Towards the end of June 2020, warnings of 31 US companies being targeted by WastedLocker. Later it was revealed that infamous state-sponsored hacking group Lazarus may be behind VHD Ransomware. This comes as no surprise as the gang that operates NetWalker netted 25 million USD since March of this year, it is important to note that the 25 million may be a conservative number as that was what could be traced with a fair degree of certainty. It is little wonder the heavily sanctioned North Korea would be interested in ransomware as a means to fund the hermit country's weapons projects.
We are also seeing partnerships between ransomware operators and other malware gangs to share resources. Often a botnet operator will compromise a network, steal data, and then offer up the network to a ransomware gang. Where once it would be PCs that were targeted, now hackers specifically target networks and network drive. This allows them to encrypt vast swathes of important files and data often causing the organization to cease operations entirely. This adds to the cost of the entire episode as now it is not only the ransom but downtime, forensic audits, loss of earnings, and potential court appearances that have to be accounted for.

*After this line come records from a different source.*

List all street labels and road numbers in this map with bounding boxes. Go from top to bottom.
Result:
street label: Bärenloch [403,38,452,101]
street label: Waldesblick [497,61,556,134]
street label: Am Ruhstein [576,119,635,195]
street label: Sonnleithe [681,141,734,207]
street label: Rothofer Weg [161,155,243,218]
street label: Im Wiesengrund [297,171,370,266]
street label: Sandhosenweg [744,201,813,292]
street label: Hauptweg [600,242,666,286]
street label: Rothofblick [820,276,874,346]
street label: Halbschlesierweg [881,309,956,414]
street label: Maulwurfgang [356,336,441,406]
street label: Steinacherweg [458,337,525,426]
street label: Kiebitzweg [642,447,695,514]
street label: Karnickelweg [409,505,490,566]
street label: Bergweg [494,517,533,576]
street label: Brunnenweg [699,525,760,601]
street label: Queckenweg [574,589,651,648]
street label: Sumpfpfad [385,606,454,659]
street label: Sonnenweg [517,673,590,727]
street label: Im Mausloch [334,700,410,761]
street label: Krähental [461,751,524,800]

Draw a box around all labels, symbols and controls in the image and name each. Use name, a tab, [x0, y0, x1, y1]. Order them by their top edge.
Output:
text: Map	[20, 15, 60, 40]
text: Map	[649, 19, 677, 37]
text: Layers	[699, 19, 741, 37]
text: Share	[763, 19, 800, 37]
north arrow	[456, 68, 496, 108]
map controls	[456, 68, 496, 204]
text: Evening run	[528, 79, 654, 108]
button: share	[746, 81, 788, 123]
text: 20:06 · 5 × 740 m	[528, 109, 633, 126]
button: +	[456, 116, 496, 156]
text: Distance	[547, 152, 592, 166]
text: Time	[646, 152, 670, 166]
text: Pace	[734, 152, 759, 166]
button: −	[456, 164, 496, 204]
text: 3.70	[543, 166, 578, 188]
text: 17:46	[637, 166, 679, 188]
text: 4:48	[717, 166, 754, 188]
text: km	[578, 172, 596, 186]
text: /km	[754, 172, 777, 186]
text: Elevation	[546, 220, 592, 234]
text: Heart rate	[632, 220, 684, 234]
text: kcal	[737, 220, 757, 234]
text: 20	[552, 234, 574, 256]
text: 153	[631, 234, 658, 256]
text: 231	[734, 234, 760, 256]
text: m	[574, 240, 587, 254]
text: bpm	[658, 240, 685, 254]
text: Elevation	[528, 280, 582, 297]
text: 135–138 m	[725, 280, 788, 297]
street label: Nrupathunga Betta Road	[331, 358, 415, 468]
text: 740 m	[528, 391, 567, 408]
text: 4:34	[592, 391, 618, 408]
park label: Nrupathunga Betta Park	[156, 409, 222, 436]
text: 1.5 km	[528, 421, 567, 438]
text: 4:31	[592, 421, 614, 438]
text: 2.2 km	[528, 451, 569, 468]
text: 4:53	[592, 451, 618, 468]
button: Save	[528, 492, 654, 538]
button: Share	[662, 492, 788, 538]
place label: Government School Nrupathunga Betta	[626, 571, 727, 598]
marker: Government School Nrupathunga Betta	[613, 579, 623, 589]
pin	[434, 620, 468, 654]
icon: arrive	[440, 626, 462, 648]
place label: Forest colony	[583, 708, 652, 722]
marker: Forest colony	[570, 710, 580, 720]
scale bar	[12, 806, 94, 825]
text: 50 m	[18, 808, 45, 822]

With numbers of high profile victims increasing weekly at a rate never seen before it is hard to say the storm is over. In 2019, ZDNet predicted that the problem is going to get worse. Nearly a year on and it can be safely said that it is indeed worse as this prediction occurred before ransomware gangs began stealing and either releasing the data to the public or selling it to the highest bidder if the ransom was not paid in time. At the time the article was being written managed service providers were being targeted as a means to compromise high profile clients. Now some gangs actively recruit people either with access to a network and privileged access or other hackers with the skills to compromise vast enterprise networks in hyper-targeted ways. The article concluded by stating,
“Already there are fears that ransomware could be used against voter databases in the run up to the 2020 US presidential election. A ransomware attack which makes it impossible for some people to cast their vote would have huge consequences. And it's hardly implausible to see criminals and state-backed hacking groups trying to expand the use of ransomware across more devices and scenarios in the near future. As we get more reliant on everything from smart cities to driverless cars the risks get greater.”
That election is only a few months away and the questions posed by ransomware are demanding answers many organizations cannot begin to answer. This for a problem that is generally regarded as preventable.